Brian Kelly (number nine) has been a steady performer in his 23 years. He has a pair of Division II titles to his credit and lost in the national title game after Notre Dame went undefeated in 2012. He has had only one losing season and that was at Central Michigan in 2004. The Notre Dame Program (an independent) is ranked seventh nationally.
Number eight’s name is probably not a glaring word in these parts. Mark Dantonio has been guiding the Spartans of Michigan State for seven seasons and finally put the team back on the right track to being a household name. His biggest coup was a 13-1 finish and a victory over Stanford in the Rose Bowl last season.
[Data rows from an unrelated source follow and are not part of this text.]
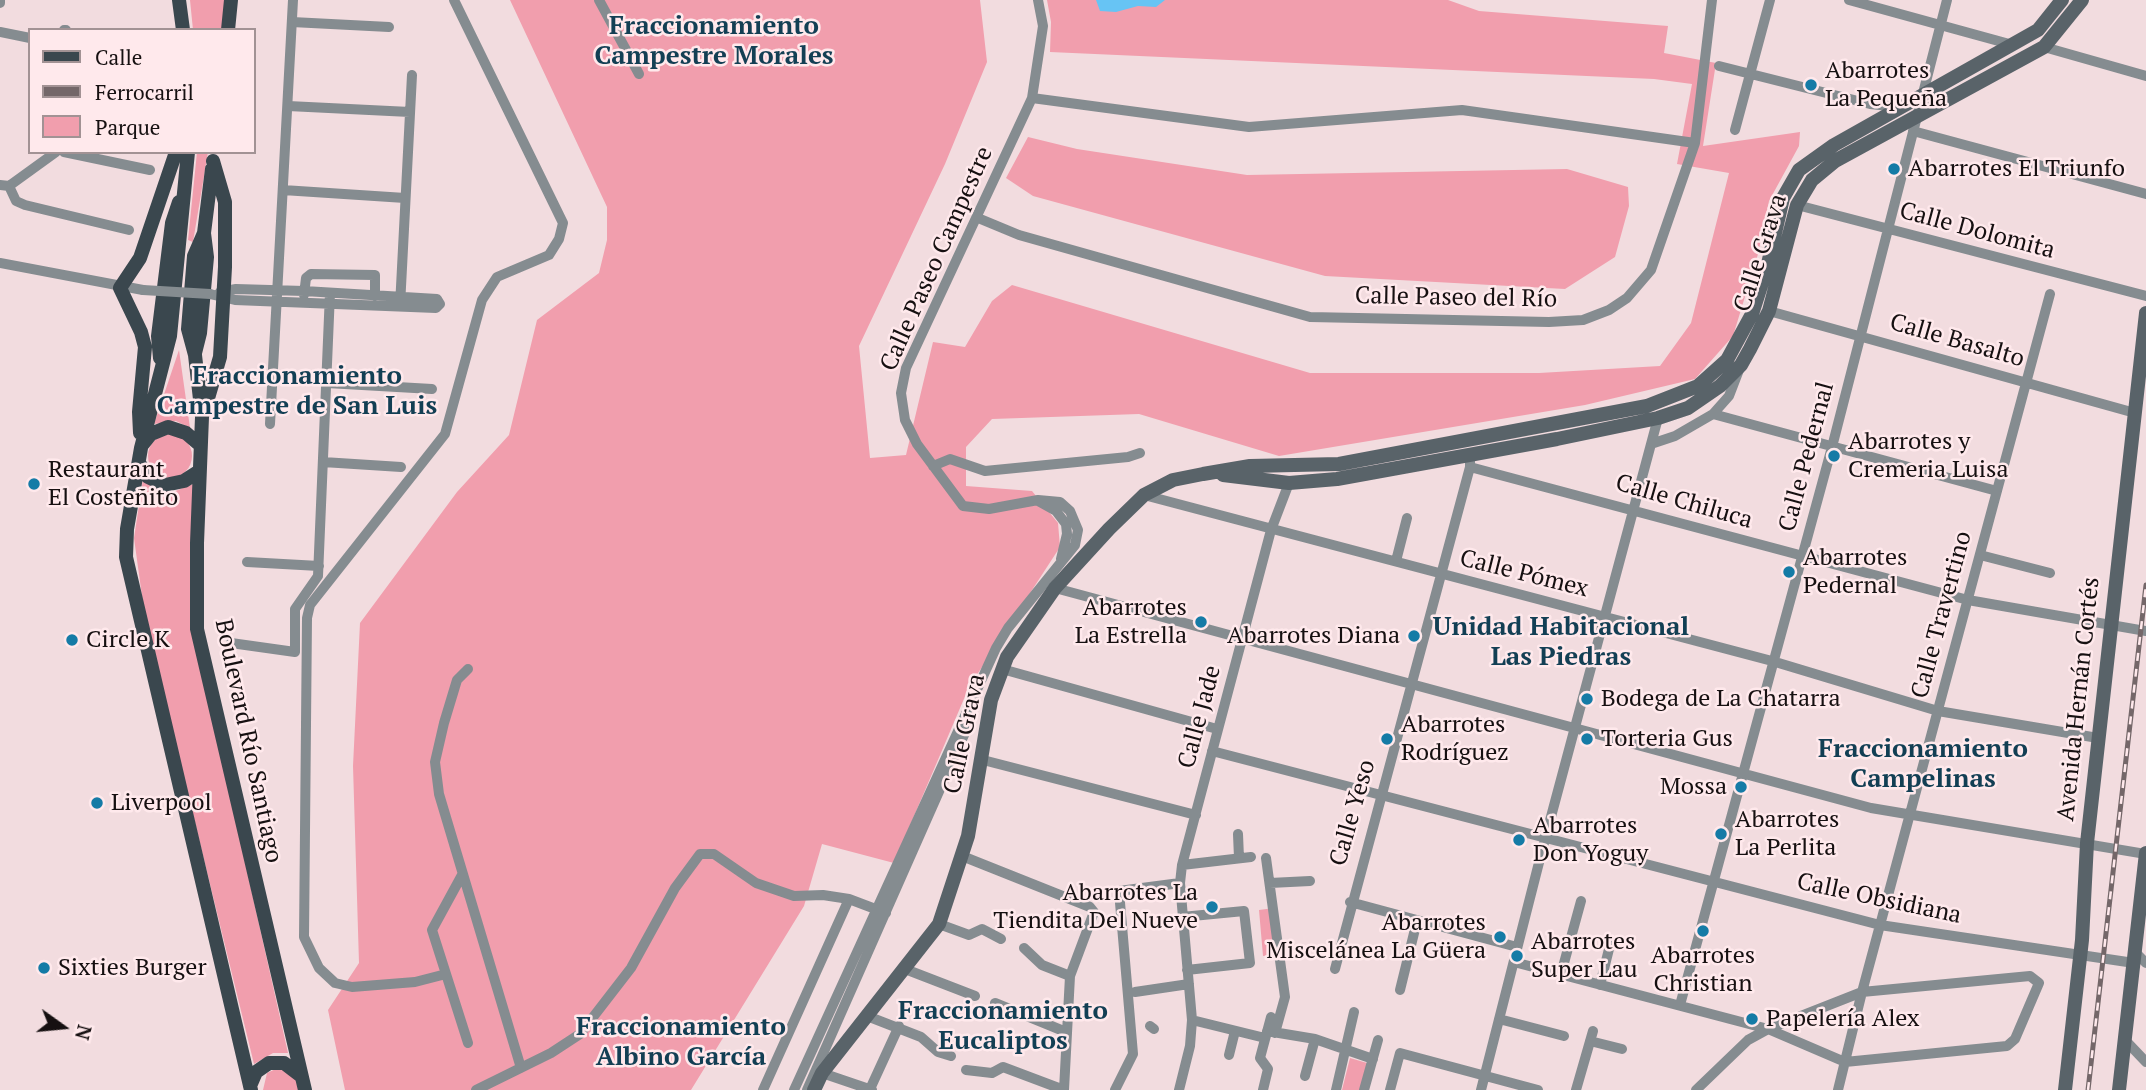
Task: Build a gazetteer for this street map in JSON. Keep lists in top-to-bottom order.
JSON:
{
  "streets": {
    "main road": ["Calle Grava", "Avenida Hernán Cortés", "Boulevard Río Santiago"],
    "street": [
      "Calle Dolomita",
      "Calle Paseo Campestre",
      "Calle Paseo del Río",
      "Calle Basalto",
      "Calle Pedernal",
      "Calle Chiluca",
      "Calle Pómex",
      "Calle Travertino",
      "Calle Jade",
      "Calle Yeso",
      "Calle Obsidiana"
    ]
  },
  "crossings": [
    ["Calle Dolomita", "Calle Grava"],
    ["Calle Dolomita", "Calle Pedernal"],
    ["Calle Grava", "Calle Paseo Campestre"],
    ["Calle Grava", "Calle Basalto"],
    ["Calle Grava", "Calle Pedernal"],
    ["Calle Grava", "Calle Chiluca"],
    ["Calle Grava", "Calle Pómex"],
    ["Calle Grava", "Calle Jade"],
    ["Calle Grava", "Calle Yeso"],
    ["Calle Paseo Campestre", "Calle Paseo del Río"],
    ["Calle Basalto", "Calle Pedernal"],
    ["Calle Basalto", "Calle Travertino"],
    ["Calle Basalto", "Avenida Hernán Cortés"],
    ["Calle Pedernal", "Calle Chiluca"],
    ["Calle Pedernal", "Calle Pómex"],
    ["Calle Pedernal", "Calle Obsidiana"],
    ["Calle Chiluca", "Calle Travertino"],
    ["Calle Chiluca", "Avenida Hernán Cortés"],
    ["Calle Chiluca", "Calle Yeso"],
    ["Calle Pómex", "Calle Travertino"],
    ["Calle Pómex", "Avenida Hernán Cortés"],
    ["Calle Pómex", "Calle Jade"],
    ["Calle Pómex", "Calle Yeso"],
    ["Calle Travertino", "Calle Obsidiana"],
    ["Avenida Hernán Cortés", "Calle Obsidiana"],
    ["Calle Jade", "Calle Obsidiana"],
    ["Calle Yeso", "Calle Obsidiana"]
  ],
  "districts": [
    "Fraccionamiento Campestre Morales",
    "Fraccionamiento Campestre de San Luis",
    "Unidad Habitacional Las Piedras",
    "Fraccionamiento Campelinas",
    "Fraccionamiento Eucaliptos",
    "Fraccionamiento Albino García"
  ],
  "places": [
    "Abarrotes La Pequeña",
    "Abarrotes El Triunfo",
    "Abarrotes y Cremeria Luisa",
    "Restaurant El Costeñito",
    "Abarrotes Pedernal",
    "Abarrotes La Estrella",
    "Abarrotes Diana",
    "Circle K",
    "Bodega de La Chatarra",
    "Abarrotes Rodríguez",
    "Torteria Gus",
    "Mossa",
    "Liverpool",
    "Abarrotes La Perlita",
    "Abarrotes Don Yoguy",
    "Abarrotes La Tiendita Del Nueve",
    "Abarrotes Christian",
    "Abarrotes Miscelánea La Güera",
    "Abarrotes Super Lau",
    "Sixties Burger",
    "Papelería Alex"
  ],
  "legend": ["Calle", "Ferrocarril", "Parque"],
  "north": "right"
}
Another coach who has turned a team around weighs in at number seven. His is a name not readily revered by us SEC watchers. Jimbo Fisher and his revived Seminoles won the title last season. Florida State had always been prosperous during the (Bobby) Bowden years. Jimbo’s Seminole program is ranked number one in the ACC and eleventh nationally. His career record (all at Florida State) is 45-10 in four years.
Number six is Bill Snyder, who has 22 years on the sidelines and a record of 178-70-1. He took a four-year break (retirement said he), but returned to Kansas State after four years.
Art Briles of Baylor is number five and has struggled at times, but has been successful in making the Bears a national contender.
Bob Stoops, at number four, has spent all of his 15 years at Oklahoma. He and the Sooners went 7-5 during his first season (1999) but went 13-0 and defeated Bobby Bowden and Florida State for the BCS title in 2000.
Often referred to as “The Ole Ball Coach,” Steve Spurrier, although approaching septuagenarian status, just won’t quit. At number three, Spurrier has 24 years experience and has built the Gamecocks into a recurring powerhouse in the SEC. No one is making odds on when he will step aside.
Ohio State’s head is number two and has a stellar record of 128-22 in 12 years. Urban Meyer’s forte seems to be a quick turnaround of any program which he takes over. His loss record is less than two games per season. There is no doubt that Meyer has his team’s goal as a national title.
I know that by now you’ll have noticed that this list is in descending order. That old adage of “saving the best for last” applies here. Heading the entire list of 128 is Nick Saban of the Crimson Tide. In seven years at the Tide, Saban’s record is 79-15 with three national titles. Clearly a talent developer and a tactician, Saban has been around the SEC for awhile with five years at LSU (48-16). A winning coach wherever he stopped in his 18 years, you can count on Saban being a contender wherever he is in the future.